**Work to be completed:**
Examine each line of the listing below. Copy those in which the string "from" appears.

**Entries supplied:**

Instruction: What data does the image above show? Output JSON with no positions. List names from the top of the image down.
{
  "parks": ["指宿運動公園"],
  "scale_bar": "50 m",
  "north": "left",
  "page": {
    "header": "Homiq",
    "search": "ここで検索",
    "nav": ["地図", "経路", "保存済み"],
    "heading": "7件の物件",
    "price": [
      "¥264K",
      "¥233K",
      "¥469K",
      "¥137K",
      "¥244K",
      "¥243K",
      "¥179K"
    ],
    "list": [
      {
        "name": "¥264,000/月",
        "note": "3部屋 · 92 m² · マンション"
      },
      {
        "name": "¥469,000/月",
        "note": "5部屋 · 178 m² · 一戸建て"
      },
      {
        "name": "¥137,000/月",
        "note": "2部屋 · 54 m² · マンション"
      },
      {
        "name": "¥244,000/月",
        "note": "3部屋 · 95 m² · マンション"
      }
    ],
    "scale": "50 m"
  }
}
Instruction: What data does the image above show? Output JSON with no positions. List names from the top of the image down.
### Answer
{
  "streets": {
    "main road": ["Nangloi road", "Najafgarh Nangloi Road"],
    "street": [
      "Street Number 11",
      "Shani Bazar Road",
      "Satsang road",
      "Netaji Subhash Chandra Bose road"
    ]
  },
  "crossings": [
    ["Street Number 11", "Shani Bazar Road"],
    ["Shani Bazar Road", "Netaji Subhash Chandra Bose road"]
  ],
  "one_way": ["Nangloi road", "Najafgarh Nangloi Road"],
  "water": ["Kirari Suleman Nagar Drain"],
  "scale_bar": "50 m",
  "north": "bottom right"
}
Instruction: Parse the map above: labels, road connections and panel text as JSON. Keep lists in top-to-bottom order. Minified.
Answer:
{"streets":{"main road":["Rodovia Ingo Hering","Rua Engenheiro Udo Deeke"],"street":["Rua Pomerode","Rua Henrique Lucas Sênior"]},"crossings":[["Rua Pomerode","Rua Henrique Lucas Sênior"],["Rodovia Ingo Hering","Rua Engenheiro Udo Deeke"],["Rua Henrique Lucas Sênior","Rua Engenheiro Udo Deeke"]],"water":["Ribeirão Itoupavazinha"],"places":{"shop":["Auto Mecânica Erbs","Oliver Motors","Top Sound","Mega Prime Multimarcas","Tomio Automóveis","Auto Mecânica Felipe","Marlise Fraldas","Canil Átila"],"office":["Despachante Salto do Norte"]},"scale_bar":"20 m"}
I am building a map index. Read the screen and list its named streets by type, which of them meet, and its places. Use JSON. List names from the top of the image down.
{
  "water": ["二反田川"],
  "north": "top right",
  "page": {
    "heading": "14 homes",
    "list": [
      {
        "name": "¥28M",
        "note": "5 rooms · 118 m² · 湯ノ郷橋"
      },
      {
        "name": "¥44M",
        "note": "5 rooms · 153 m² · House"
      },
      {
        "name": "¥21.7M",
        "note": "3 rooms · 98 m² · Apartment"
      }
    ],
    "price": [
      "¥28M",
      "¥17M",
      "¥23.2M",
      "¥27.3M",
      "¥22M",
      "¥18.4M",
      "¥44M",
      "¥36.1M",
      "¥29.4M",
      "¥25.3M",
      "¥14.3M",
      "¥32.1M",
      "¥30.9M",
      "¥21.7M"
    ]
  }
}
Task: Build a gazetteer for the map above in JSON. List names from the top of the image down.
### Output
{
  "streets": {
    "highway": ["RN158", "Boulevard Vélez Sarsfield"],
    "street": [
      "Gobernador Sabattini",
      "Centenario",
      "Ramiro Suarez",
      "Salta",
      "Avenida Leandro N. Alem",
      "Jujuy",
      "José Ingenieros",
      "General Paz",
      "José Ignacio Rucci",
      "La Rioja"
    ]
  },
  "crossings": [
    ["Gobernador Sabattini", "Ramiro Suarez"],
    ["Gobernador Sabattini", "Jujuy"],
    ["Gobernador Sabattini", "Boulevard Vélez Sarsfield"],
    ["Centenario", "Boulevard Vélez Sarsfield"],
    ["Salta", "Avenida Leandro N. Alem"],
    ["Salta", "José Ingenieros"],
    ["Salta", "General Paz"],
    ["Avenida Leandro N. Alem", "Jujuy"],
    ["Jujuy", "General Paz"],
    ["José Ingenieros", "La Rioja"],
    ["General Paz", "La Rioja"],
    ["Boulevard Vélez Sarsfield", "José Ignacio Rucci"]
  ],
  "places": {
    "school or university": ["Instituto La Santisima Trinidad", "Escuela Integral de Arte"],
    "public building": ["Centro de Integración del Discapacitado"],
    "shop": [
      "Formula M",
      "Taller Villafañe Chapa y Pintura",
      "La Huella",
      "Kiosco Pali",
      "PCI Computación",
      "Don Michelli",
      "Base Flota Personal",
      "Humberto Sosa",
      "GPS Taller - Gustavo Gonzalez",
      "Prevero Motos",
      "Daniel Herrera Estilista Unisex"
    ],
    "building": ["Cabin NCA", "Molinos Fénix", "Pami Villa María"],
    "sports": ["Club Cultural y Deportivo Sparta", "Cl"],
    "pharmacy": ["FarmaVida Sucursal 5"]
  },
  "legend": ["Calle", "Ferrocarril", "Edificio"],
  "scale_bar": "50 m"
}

**Solution for this exercise:**
Instruction: What data does the image above show? Output JSON with no positions. List names from the top of the image down.
Instruction: What data does the image above show? Output JSON with no positions. List names from the top of the image down.
I am building a map index. Read the screen and list its named streets by type, which of them meet, and its places. Use JSON. List names from the top of the image down.
Task: Build a gazetteer for the map above in JSON. List names from the top of the image down.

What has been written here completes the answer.